TASK BRIEF: Gather all lines in the entries that include the word "ahead".

::: RECORDS :::

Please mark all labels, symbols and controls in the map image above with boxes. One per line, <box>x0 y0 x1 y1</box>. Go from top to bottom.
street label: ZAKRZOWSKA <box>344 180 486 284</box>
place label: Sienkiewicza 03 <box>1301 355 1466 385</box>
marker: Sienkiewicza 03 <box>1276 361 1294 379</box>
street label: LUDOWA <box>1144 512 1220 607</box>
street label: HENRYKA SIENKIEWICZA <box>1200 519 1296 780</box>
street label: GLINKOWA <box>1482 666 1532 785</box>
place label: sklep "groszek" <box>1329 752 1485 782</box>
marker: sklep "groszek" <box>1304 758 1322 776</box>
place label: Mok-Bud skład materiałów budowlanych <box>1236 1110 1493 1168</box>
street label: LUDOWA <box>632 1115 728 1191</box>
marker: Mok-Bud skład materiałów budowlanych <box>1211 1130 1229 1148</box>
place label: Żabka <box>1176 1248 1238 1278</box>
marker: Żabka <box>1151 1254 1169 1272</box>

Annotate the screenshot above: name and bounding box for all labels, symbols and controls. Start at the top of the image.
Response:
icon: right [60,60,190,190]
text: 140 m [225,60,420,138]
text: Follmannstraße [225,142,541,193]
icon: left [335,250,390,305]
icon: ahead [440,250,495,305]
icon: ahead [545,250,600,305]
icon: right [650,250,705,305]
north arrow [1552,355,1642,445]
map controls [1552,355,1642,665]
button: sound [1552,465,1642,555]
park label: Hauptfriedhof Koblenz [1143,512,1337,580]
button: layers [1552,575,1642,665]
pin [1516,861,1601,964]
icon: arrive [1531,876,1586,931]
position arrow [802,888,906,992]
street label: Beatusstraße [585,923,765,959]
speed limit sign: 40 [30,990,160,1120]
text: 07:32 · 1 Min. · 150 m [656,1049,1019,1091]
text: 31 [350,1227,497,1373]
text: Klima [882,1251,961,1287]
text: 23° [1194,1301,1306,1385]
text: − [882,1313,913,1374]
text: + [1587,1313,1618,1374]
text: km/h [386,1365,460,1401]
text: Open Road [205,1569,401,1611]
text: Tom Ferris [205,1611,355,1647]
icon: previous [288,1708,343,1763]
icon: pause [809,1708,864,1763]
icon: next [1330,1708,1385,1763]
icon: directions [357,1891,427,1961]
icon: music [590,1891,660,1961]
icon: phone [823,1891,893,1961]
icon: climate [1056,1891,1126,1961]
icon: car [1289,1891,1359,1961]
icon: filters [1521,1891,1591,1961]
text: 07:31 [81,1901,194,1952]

:::

ANSWER SECTION:
icon: ahead [440,250,495,305]
icon: ahead [545,250,600,305]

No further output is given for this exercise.